I was drawing a blank on what to write about this week. Feeling just a little under the weather or something. But, since the main topic of conversation seems to be the weather I decided to find any older family photos that had snow in them. The first one is Grandma Jennie. I'm not sure where this is except it's a small town in Southwestern Kansas. They lived in Spearville and Fowler where my grandfather was a barber.
The next picture is Jennie's mother, Nellie, and five of her six children. That's my mom on the far right. She never did like having her picture taken but I imagine here she's wishing they'd hurry up and get the photo done so she could go inside.
So we have three generations. There are three more generations of girls and one boy since then. Think about it. That many generations in such a short amount of time: just over 100 years.

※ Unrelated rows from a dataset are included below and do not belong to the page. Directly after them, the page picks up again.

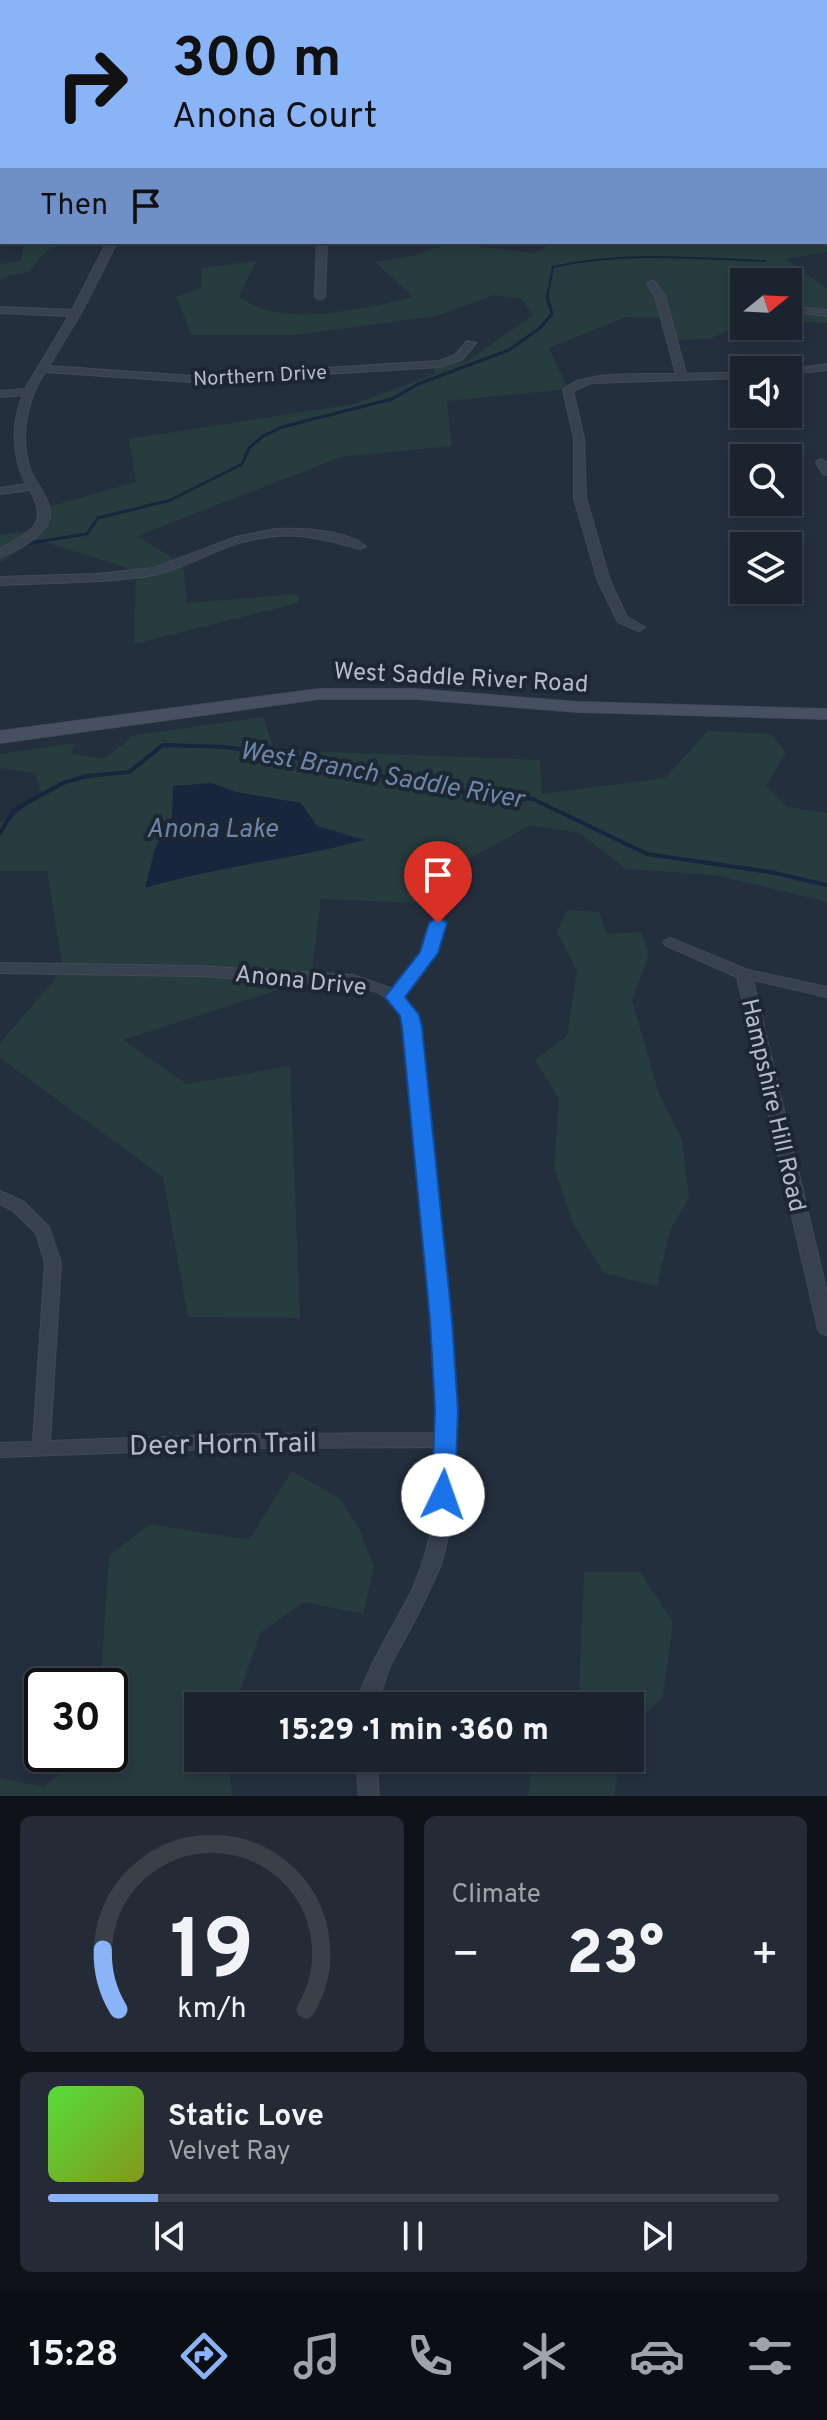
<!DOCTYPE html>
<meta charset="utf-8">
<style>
:root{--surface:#1b232e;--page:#242b36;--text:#f1f3f6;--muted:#a0a4aa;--line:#39404a;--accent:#8ab4f8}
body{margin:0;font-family:Overpass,sans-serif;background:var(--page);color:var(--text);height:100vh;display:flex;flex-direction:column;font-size:30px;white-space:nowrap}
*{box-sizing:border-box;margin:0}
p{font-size:26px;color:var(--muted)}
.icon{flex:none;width:44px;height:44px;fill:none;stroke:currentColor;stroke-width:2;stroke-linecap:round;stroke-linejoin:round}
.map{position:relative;height:1796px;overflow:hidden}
.side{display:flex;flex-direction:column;gap:20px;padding:20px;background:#0f1319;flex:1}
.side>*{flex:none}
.top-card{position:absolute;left:0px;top:0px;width:828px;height:244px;box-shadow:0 4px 12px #0003,0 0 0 2px var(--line);background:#8ab4f8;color:#111;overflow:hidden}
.needle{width:52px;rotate:72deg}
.controls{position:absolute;left:730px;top:268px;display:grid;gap:16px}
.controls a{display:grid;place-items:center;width:72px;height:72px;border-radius:0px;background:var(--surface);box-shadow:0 4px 12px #0003,0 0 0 2px var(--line);font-size:40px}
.speed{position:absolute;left:24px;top:1668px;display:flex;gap:16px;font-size:40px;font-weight:700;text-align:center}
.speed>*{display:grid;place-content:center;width:104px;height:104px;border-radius:50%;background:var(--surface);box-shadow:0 4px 12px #0003,0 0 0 2px var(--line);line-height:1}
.speed .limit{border:4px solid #111;border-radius:12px;background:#fff;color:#111}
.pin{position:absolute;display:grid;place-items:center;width:68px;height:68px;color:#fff;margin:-82px -34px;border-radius:50% 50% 50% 0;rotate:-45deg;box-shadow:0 0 8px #0007}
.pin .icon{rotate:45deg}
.me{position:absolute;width:88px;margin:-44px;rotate:3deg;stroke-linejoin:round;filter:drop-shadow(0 0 6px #0008)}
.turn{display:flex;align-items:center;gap:28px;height:168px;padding:0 40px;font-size:36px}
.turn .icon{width:104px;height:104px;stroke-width:2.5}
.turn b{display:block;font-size:56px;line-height:68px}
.then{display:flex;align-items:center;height:76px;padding:0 40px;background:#0003;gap:16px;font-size:30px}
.big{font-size:60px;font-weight:800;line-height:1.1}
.side .card{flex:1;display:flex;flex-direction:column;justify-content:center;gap:12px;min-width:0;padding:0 28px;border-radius:12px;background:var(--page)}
.side .dial{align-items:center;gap:0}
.dial svg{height:208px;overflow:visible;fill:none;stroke:var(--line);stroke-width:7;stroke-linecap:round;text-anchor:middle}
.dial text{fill:var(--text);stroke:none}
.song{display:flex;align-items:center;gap:24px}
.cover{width:96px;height:96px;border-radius:12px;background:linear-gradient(135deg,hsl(110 70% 55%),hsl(70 70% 35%))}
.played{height:8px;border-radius:4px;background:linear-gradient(90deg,var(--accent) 15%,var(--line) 15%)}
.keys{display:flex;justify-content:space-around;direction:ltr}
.heat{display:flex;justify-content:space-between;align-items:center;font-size:44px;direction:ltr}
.side .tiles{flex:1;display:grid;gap:20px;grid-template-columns:1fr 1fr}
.card:last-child{grid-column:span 2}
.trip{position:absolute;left:184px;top:1692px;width:460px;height:80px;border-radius:0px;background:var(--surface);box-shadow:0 4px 12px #0003,0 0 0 2px var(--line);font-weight:800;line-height:80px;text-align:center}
.dock{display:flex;height:128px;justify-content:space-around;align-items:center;background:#0b0e12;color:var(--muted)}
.dock .icon{width:56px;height:56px}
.dock .on{color:var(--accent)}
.dock b{font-size:36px;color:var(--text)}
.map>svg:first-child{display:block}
.green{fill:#263c3f}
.water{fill:#17263c}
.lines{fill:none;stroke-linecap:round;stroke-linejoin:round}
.stream-far2{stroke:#17263c;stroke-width:2}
.stream-far1{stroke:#17263c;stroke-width:3}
.stream{stroke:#17263c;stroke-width:4}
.street-casing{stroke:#414a57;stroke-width:2}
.secondary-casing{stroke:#414a57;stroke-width:2}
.street{fill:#38414e;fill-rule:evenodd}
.secondary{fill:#465061;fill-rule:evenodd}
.route{fill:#1a73e8;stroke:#114b97;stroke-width:2}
.labels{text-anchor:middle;stroke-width:8;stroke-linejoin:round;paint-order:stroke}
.far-street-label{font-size:20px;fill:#b4bcc9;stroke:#1d2633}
.street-label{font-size:24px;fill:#b4bcc9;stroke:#1d2633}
.water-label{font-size:26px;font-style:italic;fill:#6d86a8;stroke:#1d2633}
.near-street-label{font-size:28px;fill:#b4bcc9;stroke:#1d2633}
</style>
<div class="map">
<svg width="827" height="1796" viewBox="0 0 827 1796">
<rect width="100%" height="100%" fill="#242f3e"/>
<g class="green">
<path d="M827,232V252L786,259L827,289V323L788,321V282H744V324L709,339L673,340L668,318L626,317L549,348L568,389L447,401L452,446L341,457L137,536L183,564L187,603L298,594V603L134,644L136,571L35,539L0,563V535L42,529L45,508L136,482L129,439L354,404L434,374L435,365L467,361L533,315L522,299L494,295L436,316L294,335H192L176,297L201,288L202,268L256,261L239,296C281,330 365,308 413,297L375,262L415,255L450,243L533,253L556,242H826Z"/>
<path d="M24,242H107C74,252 54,230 30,272L7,276L0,281V264L21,261Z"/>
<path d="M263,717L274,750L540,760L542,794L665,778L708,731L770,734L786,752L766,786L787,807L827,813V902L715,875L626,869L580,833L531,825L454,867L444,904L321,899L311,979L123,1040L187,1084L290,1066L300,1318L188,1317L163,1177L0,1058V1043L63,970L47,871H0V822H8L41,792L35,773L0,768V754L75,743L71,754L103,759L130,739V736Z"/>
<path d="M567,910L599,912L607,934L641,932L649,954L632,1000L659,1094L682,1140L689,1198L670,1230L657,1286L604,1273L573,1223L554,1167L559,1099L535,1060L567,1036L577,971L557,932Z"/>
<path d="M292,1471L340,1499L359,1528L374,1567L363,1614L304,1602L260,1633L235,1706H198V1758H227L233,1796H0V1778L43,1787L87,1754H110V1736L130,1722L101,1675L109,1556L150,1524L249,1540Z"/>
<path d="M584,1572H640L673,1622L663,1696L630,1731V1706H562L579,1694Z"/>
<path d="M533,1758H620L614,1796H528Z"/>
</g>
<path class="water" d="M212,783L236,792L301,803L317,826L364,840C291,860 217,866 145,888L155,849L172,816L173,786Z"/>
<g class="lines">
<path class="stream-far2" d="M547,298L553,267C624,251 693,258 765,261"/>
<path class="stream-far1" d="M24,544L87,534L98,518L171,500L242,464L249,448L263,436L282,427L392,399L418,384L509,350L540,328L552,314L547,296"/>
<path class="stream" d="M0,833L14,810L63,783L87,776L129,772L163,745L225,747L303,759L446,790L533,799L647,854L770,872L827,885"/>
<defs>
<g id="street">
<rect x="826" y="20" width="1" height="4"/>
<rect x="0" y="112" width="2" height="6"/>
<rect x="826" y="200" width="1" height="6"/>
<path d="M107,242H117L81,313L49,366L193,376L439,361L455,355L467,341L476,343L463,359L440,367L193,382L45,372C27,399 19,437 30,469C35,484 55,503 49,520C44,537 15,552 0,557V549C29,531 50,527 30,490L0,494V488L26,484C12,457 11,423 23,395L0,397V391L25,389L69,316L0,313V307L72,310Z"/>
<path d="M317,242H327L325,297L320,300L315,297Z"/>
<path d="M652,281L655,282L665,296L686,374L744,372V378L591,383L573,391L584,438L586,498L610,581L627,617L645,627L639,631L618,622L598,581L574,498V438L563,390C585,369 646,375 676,374L655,296L647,284Z"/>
<path d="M804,308L827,310V316L801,313V309Z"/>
<path d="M827,364V370L788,374V370H784Z"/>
<path d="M821,459L827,463V475L823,474L816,462Z"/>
<path d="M275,529C304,528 342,529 366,546L360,549C306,534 277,528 222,549C199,558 178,570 153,575C103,584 51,582 0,585V577L96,574L154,568L236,537Z"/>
<path d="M438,919L445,923L436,953L403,997L417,1015L424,1058L454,1366L456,1454L454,1498L447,1541L441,1565L419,1612L390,1666L376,1706H356C368,1663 394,1628 413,1588C433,1545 438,1494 438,1447L244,1448L0,1457V1443L33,1442L45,1263L36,1233L12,1210L0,1204V1191L24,1202L49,1227L61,1263L50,1441L244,1434L439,1433L434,1321L409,1058L403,1016L390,1000L377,992L352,985L197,976L0,973V963L197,966L353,975L393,989L422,952L431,923Z"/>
<path d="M670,938L748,970L827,987V997L753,980L827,1293V1335L821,1333L818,1329L737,977L665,945L663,942Z"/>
<path d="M356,1758H376L379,1796H359Z"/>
</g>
<g id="secondary">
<rect x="236" y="0" width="10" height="2"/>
<path d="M801,0H812L813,2H802Z"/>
<path d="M319,689H416L578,702L827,709V719L578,712L416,699H319L0,743V731Z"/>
</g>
</defs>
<use href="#street" class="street-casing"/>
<use href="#secondary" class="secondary-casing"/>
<use href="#street" class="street"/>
<use href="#secondary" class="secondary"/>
</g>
<path class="route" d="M438,917L447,923L438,953L405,997L419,1015L422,1027L452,1320L458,1410L455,1495L452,1502L443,1505L435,1502L432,1495L435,1410L430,1320L402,1027L400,1016L385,997L420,952L429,923Z"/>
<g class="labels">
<g class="far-street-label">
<text transform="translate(260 375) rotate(-3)" y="7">Northern Drive</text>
</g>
<g class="street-label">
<text transform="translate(461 677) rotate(3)" y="8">West Saddle River Road</text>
<text transform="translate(301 980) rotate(6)" y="8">Anona Drive</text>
<text transform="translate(774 1105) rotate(77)" y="8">Hampshire Hill Road</text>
</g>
<g class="water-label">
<text transform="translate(382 774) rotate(10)" y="9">West Branch Saddle River</text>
<text x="212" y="837">Anona Lake</text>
</g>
<g class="near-street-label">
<text transform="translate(223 1443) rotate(-1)" y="10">Deer Horn Trail</text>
</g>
</g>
</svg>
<div class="controls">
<a><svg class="needle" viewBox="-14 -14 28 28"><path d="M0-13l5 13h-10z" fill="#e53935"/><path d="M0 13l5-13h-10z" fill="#a0a4aa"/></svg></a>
<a><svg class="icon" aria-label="sound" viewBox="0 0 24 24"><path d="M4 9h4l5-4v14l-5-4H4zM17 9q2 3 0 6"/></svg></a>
<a><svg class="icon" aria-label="search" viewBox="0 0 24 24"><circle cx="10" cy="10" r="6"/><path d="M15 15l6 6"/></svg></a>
<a><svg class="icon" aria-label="layers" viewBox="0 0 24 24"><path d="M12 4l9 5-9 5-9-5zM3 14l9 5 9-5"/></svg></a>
</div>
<div class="speed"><div class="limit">30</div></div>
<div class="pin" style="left:438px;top:923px;background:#d93025"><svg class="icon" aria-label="arrive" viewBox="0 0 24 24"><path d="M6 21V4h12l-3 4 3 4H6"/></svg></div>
<svg class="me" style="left:443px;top:1495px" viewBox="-20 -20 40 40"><circle r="19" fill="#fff"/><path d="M0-13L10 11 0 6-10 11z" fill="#1a73e8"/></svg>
<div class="trip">15:29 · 1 min · 360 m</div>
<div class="top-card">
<div class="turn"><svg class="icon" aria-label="right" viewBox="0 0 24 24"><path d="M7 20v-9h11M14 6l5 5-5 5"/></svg><div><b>300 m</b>Anona Court</div></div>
<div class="then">Then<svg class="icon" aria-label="arrive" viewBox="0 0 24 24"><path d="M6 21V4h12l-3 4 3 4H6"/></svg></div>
</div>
</div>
<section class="side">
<div class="tiles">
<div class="card dial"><svg viewBox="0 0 100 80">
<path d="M14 69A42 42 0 1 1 86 69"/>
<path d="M14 69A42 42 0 0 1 8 46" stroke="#8ab4f8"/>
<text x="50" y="56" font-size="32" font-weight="700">19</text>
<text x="50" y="72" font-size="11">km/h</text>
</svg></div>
<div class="card"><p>Climate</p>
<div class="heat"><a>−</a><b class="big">23°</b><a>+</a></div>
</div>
<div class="card">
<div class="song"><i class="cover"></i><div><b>Static Love</b><p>Velvet Ray</p></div></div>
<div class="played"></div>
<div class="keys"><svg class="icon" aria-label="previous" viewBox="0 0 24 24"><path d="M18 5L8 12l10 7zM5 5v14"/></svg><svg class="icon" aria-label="pause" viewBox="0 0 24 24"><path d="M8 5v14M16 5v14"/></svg><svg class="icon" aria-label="next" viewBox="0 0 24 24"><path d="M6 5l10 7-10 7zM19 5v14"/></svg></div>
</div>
</div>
</section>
<nav class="dock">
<b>15:28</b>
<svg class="icon on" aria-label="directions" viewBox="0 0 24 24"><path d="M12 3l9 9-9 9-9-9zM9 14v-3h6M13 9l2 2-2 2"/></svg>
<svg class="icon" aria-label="music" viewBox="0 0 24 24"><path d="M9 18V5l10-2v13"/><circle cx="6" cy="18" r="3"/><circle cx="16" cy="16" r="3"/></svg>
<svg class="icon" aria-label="phone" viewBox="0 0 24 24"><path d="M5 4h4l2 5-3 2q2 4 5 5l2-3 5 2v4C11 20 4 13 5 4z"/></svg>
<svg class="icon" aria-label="climate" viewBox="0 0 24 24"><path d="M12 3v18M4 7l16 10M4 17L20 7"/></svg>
<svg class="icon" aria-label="car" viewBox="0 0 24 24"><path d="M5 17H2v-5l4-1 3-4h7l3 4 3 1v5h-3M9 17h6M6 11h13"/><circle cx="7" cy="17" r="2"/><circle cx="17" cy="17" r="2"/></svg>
<svg class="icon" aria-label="filters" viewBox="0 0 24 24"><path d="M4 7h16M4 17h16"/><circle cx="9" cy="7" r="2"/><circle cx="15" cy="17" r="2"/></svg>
</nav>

I just finished reading a fascinating book about writing historical fiction. In it, James Alexander Thom talks about how we are all part of a river of time. Nellie came to Kansas in a covered wagon and here she's pictured with her grandkids and a car. Her father was a stone mason and built the house behind them; block by block. My sister was born in that house and it is still standing as far as I know. My mom was the eldest of her generation and my sister was the eldest of her generation. They both saw the advent of television, microwaves and cell phones.
When you start putting your ancestors into the river of time they start becoming more real. The man who built this house was of the age to serve in the Civil War although for some reason he didn't. So think about that, I hugged a woman who had been hugged by someone from the time of the Civil War. Kind of puts it in a new perspective, doesn't it?
Where do your ancestors fit in to the river of time?